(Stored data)
----------------

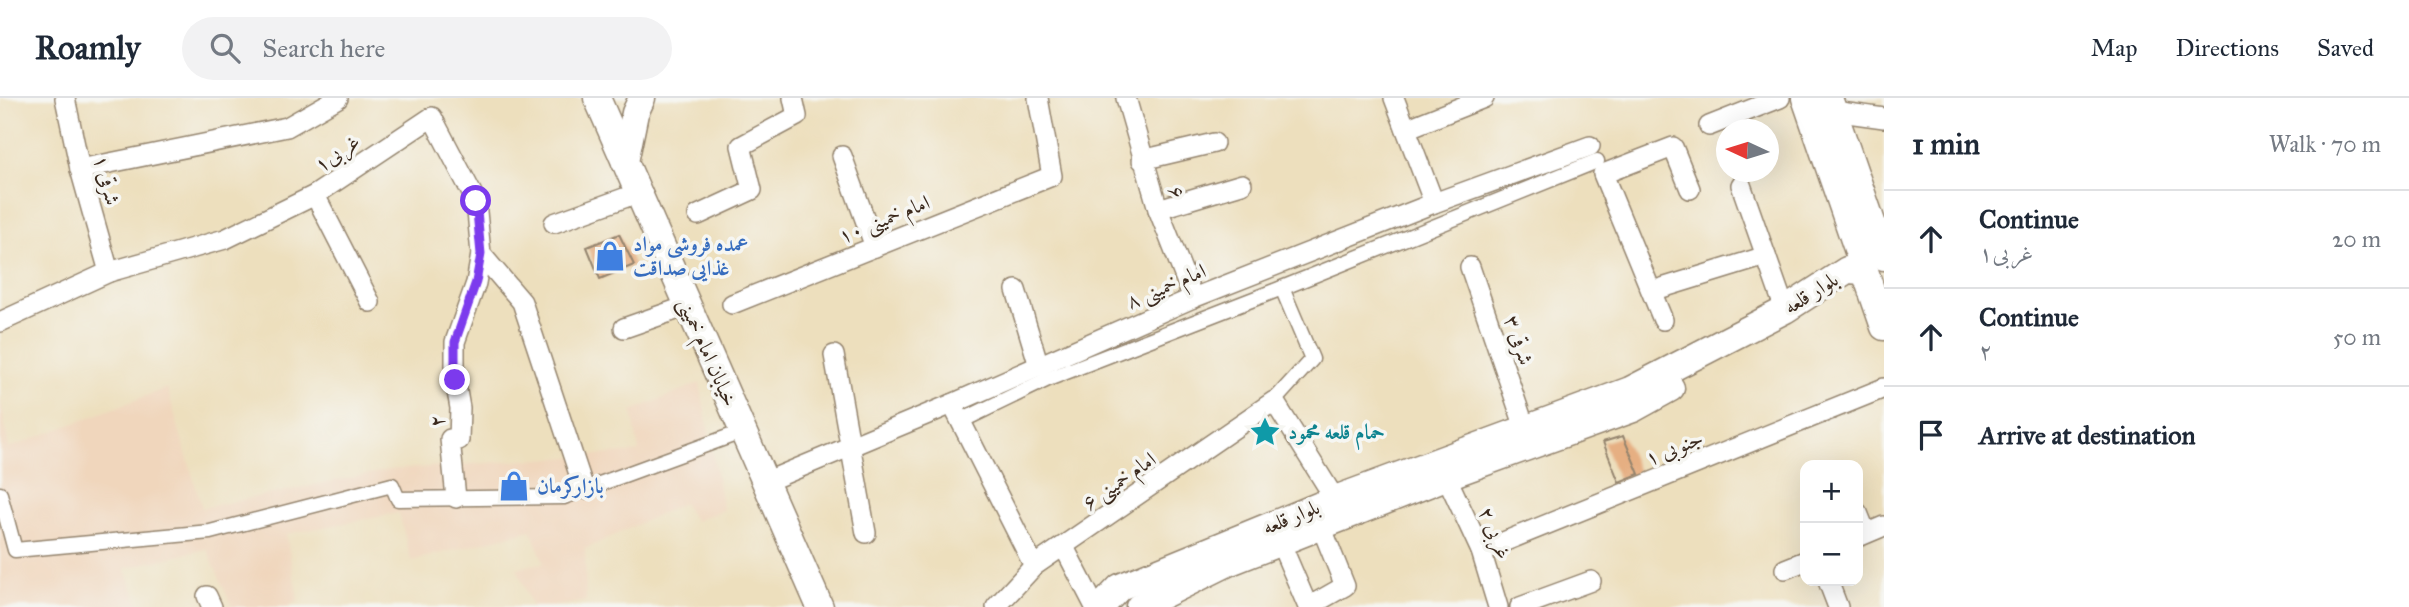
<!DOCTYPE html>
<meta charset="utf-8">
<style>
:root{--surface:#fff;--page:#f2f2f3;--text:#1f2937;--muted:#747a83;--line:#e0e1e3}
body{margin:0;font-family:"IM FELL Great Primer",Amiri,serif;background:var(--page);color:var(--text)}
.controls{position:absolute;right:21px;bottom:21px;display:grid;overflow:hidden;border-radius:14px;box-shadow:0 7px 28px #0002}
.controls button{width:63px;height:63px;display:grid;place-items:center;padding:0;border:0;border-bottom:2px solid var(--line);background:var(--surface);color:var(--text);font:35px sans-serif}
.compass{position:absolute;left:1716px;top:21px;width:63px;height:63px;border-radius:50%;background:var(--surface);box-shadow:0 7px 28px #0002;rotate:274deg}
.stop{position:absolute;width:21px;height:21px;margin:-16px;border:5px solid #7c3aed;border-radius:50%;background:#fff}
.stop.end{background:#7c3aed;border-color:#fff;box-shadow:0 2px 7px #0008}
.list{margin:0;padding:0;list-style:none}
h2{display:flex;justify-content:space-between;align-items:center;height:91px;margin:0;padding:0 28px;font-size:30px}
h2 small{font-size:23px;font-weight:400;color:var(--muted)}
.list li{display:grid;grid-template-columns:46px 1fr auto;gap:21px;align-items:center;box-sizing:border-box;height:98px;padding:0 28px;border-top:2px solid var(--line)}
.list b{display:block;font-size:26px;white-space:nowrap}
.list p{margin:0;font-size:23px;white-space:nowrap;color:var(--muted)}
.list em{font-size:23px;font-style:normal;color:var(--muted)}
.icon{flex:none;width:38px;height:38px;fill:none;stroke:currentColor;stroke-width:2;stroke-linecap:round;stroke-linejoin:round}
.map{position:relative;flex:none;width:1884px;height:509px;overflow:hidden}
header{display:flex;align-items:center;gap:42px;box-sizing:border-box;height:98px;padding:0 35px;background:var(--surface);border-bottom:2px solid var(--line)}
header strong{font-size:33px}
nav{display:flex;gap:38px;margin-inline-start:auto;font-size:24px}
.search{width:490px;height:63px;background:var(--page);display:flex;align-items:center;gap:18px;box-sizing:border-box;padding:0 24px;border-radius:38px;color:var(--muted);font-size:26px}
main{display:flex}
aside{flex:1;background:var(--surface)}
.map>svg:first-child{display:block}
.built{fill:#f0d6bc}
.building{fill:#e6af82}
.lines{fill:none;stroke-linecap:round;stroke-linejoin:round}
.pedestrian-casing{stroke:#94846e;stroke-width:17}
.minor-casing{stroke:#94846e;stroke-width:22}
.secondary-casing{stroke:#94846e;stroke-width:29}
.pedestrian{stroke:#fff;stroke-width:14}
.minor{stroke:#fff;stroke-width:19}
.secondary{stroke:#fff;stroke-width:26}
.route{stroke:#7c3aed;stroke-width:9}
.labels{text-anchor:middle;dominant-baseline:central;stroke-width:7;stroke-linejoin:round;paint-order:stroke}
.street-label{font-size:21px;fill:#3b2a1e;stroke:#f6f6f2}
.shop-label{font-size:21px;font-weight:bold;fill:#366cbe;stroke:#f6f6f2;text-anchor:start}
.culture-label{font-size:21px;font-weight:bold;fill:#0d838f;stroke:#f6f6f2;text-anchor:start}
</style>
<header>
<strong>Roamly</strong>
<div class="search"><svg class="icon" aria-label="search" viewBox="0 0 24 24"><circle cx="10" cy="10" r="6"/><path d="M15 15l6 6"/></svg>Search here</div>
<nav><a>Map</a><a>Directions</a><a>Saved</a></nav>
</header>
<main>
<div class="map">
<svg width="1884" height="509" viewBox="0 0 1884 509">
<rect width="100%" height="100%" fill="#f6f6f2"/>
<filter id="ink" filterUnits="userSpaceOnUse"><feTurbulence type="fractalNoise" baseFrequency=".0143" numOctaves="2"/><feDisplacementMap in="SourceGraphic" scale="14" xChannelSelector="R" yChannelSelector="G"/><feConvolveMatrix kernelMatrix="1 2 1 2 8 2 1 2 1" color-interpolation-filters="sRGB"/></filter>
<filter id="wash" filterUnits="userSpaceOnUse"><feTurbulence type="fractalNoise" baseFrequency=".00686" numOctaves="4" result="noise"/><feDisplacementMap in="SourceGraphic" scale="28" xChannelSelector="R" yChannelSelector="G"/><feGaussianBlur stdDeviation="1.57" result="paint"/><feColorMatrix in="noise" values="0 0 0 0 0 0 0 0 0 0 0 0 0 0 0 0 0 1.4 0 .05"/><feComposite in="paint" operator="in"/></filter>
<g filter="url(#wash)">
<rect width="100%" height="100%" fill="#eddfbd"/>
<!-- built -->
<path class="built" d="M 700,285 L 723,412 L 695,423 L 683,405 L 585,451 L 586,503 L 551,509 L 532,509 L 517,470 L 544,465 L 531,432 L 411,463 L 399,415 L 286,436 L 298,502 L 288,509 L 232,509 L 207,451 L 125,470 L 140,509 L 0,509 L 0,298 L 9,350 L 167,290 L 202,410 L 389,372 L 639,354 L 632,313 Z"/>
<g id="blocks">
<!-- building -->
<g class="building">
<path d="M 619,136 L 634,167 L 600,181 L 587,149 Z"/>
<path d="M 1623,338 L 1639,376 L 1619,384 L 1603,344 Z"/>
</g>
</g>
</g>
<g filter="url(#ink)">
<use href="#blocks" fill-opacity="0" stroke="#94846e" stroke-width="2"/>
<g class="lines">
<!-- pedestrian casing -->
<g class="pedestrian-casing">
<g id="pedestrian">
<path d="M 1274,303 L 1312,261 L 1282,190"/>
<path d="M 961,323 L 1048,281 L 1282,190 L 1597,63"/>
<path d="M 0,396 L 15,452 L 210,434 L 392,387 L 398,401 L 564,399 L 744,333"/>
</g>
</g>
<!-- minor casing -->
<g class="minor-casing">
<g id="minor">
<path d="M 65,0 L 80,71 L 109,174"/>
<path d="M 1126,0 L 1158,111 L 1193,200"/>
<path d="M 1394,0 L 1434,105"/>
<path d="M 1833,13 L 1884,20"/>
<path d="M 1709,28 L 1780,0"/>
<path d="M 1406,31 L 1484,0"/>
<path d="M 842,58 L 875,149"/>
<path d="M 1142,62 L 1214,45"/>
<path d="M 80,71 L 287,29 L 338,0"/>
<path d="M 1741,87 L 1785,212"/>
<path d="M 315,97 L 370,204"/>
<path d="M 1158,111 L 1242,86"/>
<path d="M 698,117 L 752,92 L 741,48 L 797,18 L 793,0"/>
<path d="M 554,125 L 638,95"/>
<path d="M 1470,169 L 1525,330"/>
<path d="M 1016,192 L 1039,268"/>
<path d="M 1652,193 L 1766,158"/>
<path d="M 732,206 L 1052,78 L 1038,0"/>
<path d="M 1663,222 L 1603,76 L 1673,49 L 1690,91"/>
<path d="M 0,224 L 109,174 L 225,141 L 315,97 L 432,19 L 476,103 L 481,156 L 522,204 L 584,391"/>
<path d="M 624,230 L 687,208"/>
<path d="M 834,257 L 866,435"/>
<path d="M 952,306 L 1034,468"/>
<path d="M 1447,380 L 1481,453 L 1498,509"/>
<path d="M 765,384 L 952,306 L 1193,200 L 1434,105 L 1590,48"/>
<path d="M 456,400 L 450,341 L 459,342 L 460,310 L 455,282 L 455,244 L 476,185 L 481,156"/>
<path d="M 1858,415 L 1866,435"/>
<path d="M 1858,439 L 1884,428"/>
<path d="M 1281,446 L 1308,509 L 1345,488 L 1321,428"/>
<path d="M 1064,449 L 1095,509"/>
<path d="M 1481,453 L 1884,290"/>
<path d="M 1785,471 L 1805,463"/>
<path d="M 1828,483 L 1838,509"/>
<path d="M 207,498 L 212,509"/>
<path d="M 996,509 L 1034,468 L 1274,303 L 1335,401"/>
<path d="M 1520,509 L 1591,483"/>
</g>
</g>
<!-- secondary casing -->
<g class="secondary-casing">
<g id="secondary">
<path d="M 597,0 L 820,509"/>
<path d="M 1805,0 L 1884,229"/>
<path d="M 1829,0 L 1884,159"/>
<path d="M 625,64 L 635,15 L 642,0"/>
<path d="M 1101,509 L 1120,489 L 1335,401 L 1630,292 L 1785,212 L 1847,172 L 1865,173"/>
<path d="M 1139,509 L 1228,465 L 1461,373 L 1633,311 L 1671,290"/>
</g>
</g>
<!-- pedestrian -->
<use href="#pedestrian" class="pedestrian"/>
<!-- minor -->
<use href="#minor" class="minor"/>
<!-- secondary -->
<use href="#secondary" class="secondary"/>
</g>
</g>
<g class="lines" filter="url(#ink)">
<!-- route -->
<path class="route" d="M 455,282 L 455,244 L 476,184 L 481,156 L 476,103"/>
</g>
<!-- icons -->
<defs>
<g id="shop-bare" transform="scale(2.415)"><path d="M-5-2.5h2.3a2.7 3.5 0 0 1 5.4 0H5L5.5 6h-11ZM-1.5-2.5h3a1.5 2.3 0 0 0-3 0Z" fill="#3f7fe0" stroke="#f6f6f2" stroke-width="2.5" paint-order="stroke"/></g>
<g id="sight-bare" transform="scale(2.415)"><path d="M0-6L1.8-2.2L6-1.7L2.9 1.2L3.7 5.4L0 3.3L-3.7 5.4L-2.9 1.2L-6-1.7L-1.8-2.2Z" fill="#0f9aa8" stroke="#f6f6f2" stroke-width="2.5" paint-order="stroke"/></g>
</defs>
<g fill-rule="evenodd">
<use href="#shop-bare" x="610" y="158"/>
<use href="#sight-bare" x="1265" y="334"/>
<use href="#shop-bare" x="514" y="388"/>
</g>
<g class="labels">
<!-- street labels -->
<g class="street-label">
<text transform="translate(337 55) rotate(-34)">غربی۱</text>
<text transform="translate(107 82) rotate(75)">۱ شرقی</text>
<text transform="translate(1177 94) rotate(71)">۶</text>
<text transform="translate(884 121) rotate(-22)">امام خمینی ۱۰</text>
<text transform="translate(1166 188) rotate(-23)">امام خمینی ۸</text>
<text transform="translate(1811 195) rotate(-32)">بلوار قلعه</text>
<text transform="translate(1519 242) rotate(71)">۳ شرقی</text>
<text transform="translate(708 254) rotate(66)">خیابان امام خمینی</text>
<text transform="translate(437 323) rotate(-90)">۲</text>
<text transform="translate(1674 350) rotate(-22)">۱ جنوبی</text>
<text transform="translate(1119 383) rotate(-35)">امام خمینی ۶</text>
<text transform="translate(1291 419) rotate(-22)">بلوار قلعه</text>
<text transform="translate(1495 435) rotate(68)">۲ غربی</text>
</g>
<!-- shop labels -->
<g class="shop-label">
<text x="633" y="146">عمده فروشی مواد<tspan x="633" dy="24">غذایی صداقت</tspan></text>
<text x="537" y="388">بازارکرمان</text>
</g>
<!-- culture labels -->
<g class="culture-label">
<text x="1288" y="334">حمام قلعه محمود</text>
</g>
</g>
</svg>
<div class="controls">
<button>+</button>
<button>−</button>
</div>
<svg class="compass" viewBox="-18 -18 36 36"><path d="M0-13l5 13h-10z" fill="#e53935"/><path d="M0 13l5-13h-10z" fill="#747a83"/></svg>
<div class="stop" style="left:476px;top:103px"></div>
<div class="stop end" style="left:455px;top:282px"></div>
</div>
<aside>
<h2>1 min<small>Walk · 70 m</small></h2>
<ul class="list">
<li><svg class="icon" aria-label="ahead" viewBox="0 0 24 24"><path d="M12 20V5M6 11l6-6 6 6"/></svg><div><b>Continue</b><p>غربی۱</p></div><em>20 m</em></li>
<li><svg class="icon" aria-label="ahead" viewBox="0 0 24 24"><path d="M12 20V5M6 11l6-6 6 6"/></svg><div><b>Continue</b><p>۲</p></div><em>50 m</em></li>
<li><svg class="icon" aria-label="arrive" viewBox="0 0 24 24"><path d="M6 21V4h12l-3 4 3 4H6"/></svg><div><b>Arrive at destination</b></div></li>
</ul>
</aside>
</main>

----------------

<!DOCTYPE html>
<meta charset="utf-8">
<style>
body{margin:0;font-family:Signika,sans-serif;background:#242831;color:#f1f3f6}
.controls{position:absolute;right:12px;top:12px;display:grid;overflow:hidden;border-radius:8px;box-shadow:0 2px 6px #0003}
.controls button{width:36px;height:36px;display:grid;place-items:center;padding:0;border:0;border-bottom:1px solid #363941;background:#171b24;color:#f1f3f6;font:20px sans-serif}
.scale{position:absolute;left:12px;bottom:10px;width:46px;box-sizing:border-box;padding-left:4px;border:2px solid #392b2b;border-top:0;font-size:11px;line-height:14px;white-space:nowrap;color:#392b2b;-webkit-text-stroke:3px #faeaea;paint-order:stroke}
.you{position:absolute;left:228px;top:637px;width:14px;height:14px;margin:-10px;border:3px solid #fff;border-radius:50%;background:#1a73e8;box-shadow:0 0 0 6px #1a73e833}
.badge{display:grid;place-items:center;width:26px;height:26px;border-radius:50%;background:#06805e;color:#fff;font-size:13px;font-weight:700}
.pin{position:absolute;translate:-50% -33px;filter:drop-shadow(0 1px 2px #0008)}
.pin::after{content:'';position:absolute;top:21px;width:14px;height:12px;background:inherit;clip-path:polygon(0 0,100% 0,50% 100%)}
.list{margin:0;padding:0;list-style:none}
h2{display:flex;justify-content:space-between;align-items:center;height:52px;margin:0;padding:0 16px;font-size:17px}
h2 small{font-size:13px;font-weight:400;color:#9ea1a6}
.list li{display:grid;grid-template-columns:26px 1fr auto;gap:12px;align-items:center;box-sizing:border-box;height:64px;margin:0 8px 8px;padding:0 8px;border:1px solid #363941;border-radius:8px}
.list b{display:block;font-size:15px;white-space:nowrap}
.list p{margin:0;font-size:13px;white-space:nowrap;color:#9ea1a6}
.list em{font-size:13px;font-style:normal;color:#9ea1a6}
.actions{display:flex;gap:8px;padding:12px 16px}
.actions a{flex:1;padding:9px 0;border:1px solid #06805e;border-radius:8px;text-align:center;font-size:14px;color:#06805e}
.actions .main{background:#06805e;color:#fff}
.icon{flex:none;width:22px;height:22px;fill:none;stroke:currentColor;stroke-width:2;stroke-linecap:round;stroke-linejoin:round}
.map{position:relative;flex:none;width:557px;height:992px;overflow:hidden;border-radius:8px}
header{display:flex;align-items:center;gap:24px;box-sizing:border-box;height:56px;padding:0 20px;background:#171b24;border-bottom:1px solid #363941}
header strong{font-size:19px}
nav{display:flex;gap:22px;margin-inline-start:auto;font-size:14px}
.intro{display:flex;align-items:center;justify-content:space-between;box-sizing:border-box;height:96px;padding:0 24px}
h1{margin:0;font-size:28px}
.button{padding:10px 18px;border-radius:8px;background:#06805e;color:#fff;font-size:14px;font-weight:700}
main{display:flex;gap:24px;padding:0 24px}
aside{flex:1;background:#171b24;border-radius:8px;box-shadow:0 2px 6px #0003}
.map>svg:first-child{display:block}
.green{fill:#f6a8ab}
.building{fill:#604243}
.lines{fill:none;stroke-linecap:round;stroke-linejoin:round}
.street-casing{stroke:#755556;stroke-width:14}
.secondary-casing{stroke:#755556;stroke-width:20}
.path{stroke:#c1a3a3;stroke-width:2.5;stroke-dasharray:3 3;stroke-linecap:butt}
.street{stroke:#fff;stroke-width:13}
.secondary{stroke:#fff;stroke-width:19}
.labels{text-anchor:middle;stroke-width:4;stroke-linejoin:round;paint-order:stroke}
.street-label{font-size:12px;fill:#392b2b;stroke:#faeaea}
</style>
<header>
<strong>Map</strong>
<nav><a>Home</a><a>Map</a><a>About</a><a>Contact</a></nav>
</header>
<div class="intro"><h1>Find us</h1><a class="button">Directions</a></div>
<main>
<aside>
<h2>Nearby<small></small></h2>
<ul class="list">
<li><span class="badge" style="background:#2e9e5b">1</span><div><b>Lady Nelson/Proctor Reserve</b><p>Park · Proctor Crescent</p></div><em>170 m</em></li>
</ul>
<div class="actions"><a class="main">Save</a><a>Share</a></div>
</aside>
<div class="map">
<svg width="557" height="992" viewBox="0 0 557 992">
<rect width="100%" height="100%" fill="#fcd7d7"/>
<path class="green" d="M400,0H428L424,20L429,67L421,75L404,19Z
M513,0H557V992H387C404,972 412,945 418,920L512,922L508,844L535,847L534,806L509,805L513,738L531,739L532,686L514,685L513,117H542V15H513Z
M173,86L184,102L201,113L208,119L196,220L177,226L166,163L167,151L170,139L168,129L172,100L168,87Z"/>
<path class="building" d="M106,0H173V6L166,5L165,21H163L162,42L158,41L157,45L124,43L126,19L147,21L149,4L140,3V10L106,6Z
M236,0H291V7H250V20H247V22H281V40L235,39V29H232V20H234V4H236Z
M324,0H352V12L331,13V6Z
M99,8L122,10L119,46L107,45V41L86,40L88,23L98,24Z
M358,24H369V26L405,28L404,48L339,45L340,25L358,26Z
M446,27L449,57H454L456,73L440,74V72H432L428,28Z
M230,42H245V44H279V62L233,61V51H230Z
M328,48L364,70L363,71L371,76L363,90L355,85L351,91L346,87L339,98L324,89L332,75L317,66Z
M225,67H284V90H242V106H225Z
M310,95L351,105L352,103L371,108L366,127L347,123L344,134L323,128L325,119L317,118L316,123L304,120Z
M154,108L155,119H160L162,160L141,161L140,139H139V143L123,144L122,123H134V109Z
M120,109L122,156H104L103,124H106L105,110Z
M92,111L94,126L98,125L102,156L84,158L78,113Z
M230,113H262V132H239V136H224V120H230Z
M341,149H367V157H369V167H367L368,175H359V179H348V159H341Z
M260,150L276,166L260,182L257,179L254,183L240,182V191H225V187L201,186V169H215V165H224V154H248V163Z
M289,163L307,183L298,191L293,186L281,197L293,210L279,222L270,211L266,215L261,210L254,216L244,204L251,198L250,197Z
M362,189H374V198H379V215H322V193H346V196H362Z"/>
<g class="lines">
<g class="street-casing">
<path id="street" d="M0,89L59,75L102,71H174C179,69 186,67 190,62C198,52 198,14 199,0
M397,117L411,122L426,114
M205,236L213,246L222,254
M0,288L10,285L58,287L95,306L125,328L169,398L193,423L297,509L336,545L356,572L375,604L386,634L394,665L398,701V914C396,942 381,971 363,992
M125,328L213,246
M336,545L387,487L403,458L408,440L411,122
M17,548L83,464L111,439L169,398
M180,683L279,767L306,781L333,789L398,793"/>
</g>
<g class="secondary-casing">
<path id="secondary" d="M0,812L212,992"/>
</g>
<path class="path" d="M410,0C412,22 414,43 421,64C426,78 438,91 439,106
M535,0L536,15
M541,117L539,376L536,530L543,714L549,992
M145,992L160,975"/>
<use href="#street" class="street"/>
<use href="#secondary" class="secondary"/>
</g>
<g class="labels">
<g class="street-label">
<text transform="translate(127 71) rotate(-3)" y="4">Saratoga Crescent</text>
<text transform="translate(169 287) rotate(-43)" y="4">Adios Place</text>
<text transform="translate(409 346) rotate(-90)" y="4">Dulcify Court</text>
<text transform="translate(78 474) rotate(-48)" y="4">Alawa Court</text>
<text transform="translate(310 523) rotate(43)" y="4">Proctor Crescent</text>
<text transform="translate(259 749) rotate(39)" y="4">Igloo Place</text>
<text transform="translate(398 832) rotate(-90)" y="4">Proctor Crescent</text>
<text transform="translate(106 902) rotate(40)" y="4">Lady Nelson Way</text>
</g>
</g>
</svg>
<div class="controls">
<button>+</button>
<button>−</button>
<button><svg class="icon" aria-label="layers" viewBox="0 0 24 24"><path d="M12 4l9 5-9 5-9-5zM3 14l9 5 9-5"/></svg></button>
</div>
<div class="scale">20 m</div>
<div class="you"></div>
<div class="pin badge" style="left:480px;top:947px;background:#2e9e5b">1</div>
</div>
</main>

----------------

- [Work instructions]: Using the data above, tally the lines that contain the string "wash" and state only the result.

- [Task answer]: 2